Sounds like you'll short out the Prop's pin in a sense.

▔▔▔▔▔▔▔▔▔▔▔▔▔▔▔▔▔▔▔▔▔▔▔▔
Harley Shanko

Phil Pilgrim (PhiPi)
09-12-2007, 07:28 AM
Here's a circuit that should work. As long as the pin is an output it will drive the LED (or not). To read the switch, briefly change the pin to an input. The few microseconds this takes won't cause a noticeable flicker in the LED.

-Phil

Chad George
09-12-2007, 07:22 PM
Harley,
Like Phil said, I plan to periodically toggle the pin from an output to an input just long enough to read the input, but not long enough to be visible on the led.

Ziggy,
At first I thought the same thing and tried various ways to do that but couldn't quite get it so that the switch wouldn't force the LED on or off when it was pressed. But maybe I didn't implement it the way your suggesting. If you have time to throw a sketch together to clear up any ambiguity I'd be interested in building it to try.

Phil,
I tried your solution (I used a 2N6659 for the Mosfet) But it has the same problem that every other design I made has.
It drives the led "ON" when the switch is pressed. Basically I want the led to be completely independent of the switch so that it doesn't drive on and it doesn't hold it off. This is so I can do things like "press the switch until the led flashes 3 times"

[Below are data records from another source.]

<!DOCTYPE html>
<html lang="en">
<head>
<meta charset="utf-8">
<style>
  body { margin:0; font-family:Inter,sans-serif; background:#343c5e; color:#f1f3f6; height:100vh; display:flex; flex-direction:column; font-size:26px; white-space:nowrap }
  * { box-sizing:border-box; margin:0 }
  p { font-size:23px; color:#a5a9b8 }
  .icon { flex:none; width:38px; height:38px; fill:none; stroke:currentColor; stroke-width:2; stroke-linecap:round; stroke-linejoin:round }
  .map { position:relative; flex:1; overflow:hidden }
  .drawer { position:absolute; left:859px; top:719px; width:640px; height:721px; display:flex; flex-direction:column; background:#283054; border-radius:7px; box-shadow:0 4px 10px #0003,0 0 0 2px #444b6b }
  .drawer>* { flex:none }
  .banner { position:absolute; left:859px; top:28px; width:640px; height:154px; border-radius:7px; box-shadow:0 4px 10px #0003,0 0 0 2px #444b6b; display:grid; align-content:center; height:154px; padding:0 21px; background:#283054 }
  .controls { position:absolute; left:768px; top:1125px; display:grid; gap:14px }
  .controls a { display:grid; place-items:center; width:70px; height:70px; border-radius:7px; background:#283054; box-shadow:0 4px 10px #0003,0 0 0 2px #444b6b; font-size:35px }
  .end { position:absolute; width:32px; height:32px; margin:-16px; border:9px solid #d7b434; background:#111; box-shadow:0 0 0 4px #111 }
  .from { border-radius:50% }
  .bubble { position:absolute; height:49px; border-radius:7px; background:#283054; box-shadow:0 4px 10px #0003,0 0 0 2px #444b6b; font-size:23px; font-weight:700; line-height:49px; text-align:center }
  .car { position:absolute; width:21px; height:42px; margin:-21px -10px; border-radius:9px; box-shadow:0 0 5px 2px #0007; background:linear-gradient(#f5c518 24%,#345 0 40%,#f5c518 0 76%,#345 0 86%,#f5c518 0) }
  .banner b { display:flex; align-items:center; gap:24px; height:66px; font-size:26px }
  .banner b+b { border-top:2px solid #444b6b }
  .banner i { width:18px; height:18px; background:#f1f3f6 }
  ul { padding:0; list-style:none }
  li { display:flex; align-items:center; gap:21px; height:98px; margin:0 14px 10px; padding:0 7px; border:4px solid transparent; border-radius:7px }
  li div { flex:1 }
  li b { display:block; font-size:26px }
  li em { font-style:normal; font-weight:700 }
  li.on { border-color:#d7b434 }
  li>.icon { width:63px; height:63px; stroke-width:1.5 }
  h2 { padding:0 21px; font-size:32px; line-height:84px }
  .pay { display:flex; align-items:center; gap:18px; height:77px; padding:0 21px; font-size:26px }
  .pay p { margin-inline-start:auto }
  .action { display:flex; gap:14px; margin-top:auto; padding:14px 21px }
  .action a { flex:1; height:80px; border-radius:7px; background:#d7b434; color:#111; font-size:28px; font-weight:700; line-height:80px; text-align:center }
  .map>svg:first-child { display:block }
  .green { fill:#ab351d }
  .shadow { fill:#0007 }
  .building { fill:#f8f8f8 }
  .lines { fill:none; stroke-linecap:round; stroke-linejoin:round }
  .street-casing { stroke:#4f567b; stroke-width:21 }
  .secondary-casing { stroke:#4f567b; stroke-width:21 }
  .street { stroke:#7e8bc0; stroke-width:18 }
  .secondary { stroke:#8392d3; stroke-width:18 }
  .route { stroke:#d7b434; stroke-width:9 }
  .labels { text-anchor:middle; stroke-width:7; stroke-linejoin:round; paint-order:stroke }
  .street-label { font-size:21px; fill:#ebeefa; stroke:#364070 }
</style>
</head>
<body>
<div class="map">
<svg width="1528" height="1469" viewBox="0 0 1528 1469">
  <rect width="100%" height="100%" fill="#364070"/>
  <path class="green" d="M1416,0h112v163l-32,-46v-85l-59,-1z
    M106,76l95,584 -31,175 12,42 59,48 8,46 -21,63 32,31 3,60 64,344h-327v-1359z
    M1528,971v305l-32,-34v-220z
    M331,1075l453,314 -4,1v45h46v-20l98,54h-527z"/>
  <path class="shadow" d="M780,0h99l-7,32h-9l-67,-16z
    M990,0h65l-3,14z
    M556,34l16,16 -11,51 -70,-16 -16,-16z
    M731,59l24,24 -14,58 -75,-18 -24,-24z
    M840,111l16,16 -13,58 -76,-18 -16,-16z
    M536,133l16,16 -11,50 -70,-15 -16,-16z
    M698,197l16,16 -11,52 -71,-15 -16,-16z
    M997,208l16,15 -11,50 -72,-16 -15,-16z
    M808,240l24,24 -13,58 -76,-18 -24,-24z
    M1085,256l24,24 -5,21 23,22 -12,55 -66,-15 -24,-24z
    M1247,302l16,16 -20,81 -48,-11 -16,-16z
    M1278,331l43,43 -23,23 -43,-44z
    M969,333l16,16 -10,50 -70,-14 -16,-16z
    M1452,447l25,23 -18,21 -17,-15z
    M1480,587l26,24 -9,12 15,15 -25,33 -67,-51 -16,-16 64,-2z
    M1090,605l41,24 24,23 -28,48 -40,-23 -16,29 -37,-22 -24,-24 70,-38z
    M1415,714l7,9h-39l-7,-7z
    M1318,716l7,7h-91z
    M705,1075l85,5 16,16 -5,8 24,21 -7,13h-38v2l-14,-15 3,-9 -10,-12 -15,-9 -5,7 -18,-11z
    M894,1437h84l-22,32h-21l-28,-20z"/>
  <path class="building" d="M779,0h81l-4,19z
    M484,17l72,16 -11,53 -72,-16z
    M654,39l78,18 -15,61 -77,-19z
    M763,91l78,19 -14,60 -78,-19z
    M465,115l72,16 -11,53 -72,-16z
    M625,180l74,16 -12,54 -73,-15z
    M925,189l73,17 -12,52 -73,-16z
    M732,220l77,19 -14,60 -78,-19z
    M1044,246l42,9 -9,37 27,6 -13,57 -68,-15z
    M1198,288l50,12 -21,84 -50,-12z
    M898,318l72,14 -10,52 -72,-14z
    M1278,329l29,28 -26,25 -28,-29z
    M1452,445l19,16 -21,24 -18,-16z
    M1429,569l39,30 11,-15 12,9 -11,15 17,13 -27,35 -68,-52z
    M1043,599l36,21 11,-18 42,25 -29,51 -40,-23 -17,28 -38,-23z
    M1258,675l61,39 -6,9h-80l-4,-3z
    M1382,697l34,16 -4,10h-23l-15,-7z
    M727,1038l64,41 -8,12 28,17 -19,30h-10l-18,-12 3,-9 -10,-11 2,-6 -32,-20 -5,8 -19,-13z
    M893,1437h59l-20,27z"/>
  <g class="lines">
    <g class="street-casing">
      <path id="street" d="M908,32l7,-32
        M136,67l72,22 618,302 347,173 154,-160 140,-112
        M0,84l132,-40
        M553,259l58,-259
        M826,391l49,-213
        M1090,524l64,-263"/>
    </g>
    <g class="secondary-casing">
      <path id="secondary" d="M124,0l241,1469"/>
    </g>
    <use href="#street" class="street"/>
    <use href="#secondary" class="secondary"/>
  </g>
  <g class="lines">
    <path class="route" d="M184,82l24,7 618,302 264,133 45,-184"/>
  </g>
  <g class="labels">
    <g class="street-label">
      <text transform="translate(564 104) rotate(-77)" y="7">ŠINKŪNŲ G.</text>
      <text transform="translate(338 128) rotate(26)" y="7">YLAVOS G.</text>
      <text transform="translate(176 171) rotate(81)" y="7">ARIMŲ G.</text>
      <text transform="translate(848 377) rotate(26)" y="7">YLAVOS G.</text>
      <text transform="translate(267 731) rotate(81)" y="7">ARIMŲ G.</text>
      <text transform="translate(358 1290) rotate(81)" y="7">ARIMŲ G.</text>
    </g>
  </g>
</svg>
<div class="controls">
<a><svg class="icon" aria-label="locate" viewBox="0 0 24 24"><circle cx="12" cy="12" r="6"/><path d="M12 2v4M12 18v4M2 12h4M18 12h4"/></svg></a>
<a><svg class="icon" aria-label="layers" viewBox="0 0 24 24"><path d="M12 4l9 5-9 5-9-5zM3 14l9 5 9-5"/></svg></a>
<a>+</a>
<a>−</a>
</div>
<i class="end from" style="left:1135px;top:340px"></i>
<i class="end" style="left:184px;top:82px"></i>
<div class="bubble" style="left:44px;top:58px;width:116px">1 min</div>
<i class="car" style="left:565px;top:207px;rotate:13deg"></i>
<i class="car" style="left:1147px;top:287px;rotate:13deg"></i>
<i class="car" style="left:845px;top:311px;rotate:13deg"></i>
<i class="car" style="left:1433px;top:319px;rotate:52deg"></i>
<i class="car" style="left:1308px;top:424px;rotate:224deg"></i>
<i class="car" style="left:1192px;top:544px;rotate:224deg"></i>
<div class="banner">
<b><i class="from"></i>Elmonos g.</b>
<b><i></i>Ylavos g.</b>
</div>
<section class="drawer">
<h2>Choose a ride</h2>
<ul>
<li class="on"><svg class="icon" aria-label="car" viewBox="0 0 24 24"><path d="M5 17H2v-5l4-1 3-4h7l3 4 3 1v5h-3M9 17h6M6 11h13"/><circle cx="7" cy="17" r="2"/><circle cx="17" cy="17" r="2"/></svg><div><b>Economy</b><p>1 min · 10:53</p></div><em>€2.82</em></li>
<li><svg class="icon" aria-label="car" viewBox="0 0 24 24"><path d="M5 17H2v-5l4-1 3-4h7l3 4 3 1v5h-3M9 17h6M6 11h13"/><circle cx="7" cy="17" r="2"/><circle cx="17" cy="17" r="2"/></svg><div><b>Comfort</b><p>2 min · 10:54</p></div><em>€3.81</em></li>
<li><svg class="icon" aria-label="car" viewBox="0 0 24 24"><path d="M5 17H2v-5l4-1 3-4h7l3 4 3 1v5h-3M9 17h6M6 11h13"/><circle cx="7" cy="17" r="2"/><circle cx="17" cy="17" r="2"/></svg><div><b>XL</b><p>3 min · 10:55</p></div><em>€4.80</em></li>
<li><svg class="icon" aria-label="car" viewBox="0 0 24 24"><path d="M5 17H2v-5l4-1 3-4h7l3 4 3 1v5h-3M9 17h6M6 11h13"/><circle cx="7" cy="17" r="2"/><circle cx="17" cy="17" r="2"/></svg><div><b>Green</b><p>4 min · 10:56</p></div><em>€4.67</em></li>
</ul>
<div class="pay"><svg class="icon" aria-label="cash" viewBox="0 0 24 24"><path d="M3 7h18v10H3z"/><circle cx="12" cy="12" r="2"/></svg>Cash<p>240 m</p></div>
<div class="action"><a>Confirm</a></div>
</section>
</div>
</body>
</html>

I really struggled with this point. The pin has to drive the led with a high or low signal. If the switch's input uses the same level it will drive the led too. If its the opposite signal then it prevents the led from turning on.

Thanks again,
Chad

Post Edited (Chad George) : 9/12/2007 11:29:14 AM GMT

_Mark
09-12-2007, 08:10 PM
Here's just a thought from the uninitiated (me), maybe it's bogus, I don't know. The LED in Phil's diagram lights up when the button is pushed, because the button "closes the circuit" between Vdd and the transistor base, is that right? What if the "input" side of the button was not Vdd, but rather a pulse train with a low enough duty cycle to not light up the LED (or at least not enough to be noticable)?

You'd have to account for this when trying to read the button state from the propeller, of course, so this might require a short polling loop instead of just a single ina.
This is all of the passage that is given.